Recognizing this, many companies have scaled back their annual reports in the past decade. They have forsaken the high-concept narratives for what’s known as a 10-K wrap—taking the no-nonsense 10-K document filed with the SEC and wrapping it in a few pages of content, usually a letter from the CEO. Fifteen years ago, the 10-K wrap was a sign of a corporate hair shirt. In the 1990s, when I interviewed Mel Karmazin, the publicity-shy and frugal CEO of Infinity Broadcasting (and now CEO of Sirius), he boasted that his annual report was nothing more than a 10-K with a cover sheet. Now that’s standard practice. According to a survey by the National Investor Relations Institute, in 2006 54 percent of companies reported that their annual reports had morphed into 10-K wraps, up from 47 percent in 2004 and 16 percent in 2002. The percentage is certainly higher today. Among their number: Time Warner and my employer, the Washington Post Co.
But today, even the regulators seem to agree that the wrap is a profligate use of paper. In August 2006, the NYSE dropped its rule that companies must send hard-copy annual reports to shareholders (though they must still provide a copy of audited financial statements on request). The SEC still requires companies to provide an annual report to shareholders. But this requirement can be fulfilled with a 10-K or a proxy. Last year, the SEC adopted a new rule that said companies, instead of mailing 10-Ks and proxies, can make them available on their Web site so long as they send notice of the availability of these documents to shareholders. They must still provide hard copies upon request. (The rule became effective for larger companies as of Jan. 1, 2008, and will apply to all companies starting next January.)

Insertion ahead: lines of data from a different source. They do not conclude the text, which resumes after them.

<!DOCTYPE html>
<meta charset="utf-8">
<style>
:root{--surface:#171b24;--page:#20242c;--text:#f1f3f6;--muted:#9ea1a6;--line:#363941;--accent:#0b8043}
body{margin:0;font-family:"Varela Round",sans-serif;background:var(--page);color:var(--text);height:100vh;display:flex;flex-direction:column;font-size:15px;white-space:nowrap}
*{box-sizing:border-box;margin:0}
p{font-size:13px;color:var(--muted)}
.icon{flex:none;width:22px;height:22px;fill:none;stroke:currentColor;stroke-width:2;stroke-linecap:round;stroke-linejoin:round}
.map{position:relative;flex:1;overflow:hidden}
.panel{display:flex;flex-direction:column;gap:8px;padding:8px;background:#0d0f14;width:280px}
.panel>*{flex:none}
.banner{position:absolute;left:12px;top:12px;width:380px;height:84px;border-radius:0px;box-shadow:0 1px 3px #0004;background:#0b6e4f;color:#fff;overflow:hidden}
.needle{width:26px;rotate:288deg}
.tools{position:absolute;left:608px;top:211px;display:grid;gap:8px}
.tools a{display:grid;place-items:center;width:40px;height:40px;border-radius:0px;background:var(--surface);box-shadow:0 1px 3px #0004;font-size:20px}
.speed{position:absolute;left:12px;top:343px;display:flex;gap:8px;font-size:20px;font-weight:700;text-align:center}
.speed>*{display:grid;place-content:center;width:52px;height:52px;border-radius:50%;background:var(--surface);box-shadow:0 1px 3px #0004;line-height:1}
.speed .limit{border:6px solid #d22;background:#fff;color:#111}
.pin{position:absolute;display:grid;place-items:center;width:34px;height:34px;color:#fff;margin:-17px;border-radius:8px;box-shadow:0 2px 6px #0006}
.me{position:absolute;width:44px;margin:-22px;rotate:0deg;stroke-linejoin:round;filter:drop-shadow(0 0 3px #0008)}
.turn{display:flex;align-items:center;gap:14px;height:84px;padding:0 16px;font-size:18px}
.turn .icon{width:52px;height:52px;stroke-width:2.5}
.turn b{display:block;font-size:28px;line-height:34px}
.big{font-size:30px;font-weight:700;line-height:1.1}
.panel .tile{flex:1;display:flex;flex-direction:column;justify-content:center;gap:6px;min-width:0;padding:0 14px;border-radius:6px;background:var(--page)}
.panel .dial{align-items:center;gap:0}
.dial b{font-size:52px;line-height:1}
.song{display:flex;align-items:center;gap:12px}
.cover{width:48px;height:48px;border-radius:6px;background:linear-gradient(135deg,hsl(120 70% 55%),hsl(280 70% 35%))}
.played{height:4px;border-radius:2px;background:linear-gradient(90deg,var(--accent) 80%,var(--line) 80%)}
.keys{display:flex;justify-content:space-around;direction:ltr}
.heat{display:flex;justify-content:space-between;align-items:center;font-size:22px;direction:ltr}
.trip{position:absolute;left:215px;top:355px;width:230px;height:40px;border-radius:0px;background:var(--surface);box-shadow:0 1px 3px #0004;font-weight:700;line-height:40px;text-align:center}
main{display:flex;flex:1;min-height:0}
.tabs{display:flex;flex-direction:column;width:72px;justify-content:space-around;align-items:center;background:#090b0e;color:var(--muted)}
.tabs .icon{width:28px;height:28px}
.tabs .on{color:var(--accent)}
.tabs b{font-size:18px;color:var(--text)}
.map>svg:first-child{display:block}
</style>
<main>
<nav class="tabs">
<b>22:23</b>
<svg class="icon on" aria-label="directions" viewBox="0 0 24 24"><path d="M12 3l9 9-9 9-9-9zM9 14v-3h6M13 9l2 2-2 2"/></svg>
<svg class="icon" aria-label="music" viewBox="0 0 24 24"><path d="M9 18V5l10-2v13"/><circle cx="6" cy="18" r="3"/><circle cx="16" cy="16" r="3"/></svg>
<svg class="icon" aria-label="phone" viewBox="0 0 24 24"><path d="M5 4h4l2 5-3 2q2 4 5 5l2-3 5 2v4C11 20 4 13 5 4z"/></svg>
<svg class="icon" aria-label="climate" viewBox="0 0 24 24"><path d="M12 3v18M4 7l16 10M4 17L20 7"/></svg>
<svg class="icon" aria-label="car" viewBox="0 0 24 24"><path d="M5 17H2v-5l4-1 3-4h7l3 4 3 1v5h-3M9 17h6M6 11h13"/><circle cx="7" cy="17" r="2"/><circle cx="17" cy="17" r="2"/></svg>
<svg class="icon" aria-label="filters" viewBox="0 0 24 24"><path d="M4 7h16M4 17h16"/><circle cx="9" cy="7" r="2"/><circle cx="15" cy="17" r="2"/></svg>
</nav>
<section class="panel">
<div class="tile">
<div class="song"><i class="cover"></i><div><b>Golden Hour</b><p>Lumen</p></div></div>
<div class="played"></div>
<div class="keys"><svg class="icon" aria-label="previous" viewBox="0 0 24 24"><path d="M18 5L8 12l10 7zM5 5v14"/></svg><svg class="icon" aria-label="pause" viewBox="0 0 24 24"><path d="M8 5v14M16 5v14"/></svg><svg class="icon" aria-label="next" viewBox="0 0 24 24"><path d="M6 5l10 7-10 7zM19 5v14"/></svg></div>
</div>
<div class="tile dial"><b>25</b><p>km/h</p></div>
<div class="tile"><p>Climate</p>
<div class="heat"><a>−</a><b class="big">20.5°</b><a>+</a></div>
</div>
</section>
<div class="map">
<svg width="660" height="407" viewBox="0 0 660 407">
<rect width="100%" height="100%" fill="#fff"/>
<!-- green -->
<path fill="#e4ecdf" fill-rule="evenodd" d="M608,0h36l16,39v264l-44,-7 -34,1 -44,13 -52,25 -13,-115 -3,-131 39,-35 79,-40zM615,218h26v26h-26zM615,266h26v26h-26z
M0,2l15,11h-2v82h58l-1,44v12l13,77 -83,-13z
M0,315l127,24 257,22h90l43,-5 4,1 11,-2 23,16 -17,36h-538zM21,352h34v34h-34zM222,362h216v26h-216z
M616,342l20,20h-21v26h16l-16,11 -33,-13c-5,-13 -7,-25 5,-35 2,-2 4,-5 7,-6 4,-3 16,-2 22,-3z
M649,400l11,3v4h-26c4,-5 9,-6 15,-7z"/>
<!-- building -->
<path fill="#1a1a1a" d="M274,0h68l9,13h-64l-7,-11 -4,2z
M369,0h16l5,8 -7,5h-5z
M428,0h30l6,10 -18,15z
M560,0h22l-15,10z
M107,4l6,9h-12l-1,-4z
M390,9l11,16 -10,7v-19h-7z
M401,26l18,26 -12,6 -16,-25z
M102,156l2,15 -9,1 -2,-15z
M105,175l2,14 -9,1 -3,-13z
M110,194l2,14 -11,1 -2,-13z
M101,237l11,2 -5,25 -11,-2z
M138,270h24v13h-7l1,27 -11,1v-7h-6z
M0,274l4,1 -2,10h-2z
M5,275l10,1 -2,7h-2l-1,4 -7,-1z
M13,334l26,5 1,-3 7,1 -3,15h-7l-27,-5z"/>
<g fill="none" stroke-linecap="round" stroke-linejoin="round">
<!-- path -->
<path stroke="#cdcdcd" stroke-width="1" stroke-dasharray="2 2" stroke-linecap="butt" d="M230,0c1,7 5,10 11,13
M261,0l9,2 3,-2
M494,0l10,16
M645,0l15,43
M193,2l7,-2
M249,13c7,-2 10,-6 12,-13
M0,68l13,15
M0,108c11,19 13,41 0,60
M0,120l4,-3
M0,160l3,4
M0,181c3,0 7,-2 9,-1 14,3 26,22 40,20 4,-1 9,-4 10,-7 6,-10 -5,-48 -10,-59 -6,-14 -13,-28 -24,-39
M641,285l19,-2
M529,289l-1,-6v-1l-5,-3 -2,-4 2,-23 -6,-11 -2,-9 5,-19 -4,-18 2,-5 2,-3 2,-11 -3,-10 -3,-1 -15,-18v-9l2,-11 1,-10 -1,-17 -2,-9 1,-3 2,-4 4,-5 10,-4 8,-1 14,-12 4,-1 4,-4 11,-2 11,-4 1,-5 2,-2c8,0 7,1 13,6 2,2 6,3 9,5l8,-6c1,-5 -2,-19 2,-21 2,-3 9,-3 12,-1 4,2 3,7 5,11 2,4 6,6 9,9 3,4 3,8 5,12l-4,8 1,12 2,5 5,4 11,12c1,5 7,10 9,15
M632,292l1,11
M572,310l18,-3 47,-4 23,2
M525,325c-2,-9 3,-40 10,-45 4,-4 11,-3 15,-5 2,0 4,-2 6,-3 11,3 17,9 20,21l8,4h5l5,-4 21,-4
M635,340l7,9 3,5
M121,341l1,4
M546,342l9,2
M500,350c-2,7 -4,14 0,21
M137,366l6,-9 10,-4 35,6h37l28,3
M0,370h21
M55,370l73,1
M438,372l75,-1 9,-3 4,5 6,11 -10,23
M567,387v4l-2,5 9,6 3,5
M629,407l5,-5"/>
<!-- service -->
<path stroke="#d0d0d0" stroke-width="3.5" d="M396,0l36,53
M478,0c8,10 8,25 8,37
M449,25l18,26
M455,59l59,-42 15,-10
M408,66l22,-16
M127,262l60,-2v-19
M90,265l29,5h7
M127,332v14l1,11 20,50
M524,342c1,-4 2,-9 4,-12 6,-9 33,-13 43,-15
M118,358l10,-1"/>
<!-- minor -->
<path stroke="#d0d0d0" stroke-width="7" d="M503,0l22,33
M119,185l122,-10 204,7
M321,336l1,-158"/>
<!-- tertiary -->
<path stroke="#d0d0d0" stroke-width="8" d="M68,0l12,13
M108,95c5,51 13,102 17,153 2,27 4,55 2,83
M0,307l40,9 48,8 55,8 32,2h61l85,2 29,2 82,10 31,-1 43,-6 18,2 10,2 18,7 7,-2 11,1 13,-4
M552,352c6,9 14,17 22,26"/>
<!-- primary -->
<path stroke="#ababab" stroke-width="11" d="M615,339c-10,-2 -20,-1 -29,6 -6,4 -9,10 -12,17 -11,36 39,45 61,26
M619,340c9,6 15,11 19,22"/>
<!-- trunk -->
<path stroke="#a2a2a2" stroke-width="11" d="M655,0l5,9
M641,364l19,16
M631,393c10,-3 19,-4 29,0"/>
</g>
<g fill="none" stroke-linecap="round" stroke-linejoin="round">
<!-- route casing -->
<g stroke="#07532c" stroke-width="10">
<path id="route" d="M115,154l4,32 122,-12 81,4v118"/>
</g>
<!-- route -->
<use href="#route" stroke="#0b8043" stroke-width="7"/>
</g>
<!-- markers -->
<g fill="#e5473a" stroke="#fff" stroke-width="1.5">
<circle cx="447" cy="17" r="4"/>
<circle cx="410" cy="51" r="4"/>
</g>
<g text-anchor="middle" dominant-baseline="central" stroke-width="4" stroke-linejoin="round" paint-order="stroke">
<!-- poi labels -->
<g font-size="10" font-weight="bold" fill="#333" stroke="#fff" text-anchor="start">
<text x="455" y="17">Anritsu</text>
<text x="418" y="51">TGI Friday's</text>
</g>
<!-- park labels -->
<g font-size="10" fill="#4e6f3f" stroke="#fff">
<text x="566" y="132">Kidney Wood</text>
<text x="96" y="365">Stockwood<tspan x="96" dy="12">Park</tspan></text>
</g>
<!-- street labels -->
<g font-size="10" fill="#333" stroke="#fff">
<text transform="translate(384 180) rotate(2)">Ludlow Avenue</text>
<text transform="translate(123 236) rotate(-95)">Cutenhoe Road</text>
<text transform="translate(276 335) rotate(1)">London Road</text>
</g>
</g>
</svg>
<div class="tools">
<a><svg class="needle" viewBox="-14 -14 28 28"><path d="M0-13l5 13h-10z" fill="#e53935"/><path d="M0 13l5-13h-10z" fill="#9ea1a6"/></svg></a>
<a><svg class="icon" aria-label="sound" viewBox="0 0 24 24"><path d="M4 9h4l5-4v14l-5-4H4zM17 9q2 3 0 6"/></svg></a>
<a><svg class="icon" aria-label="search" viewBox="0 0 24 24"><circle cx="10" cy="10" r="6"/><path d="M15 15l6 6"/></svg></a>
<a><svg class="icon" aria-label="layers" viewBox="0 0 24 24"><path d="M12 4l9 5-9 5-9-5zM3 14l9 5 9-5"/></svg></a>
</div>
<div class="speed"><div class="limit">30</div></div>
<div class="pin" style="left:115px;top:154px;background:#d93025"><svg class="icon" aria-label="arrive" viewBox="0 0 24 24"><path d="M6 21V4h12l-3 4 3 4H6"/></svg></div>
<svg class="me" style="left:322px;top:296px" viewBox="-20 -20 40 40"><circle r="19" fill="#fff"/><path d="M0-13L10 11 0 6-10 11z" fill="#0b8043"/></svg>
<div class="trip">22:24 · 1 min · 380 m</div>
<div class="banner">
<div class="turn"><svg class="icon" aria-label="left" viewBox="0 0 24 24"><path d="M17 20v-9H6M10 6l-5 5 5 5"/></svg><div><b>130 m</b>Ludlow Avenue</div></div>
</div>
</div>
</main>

Cutting-edge companies are now junking the mass mailing of both annual reports and 10-Ks. Invitrogen, a biotech company that went public in 1999, printed about 21,000 of its 2006 annual reports—150-page books with 25 pages of glossy stock wrapped around the 10-K. Amanda Clardy *, vice president of investor relations, figured that about 90 percent of them went directly into the trash. So this year, it made a video annual report. For the 3,000 (of 30,000 shareholders) who wanted the 10-K sent in the mail, Invitrogen produced a 130-page document on thin paper. By Invitrogen’s calculations, the shift saved about 325 trees. Companies such as California Pizza Kitchen and Ruth’s Chris have also produced video annual reports. Sure, these videos seem more like advertisements and opportunities to project brand image than serious communications about the state of the company. But that’s what annual reports have always been.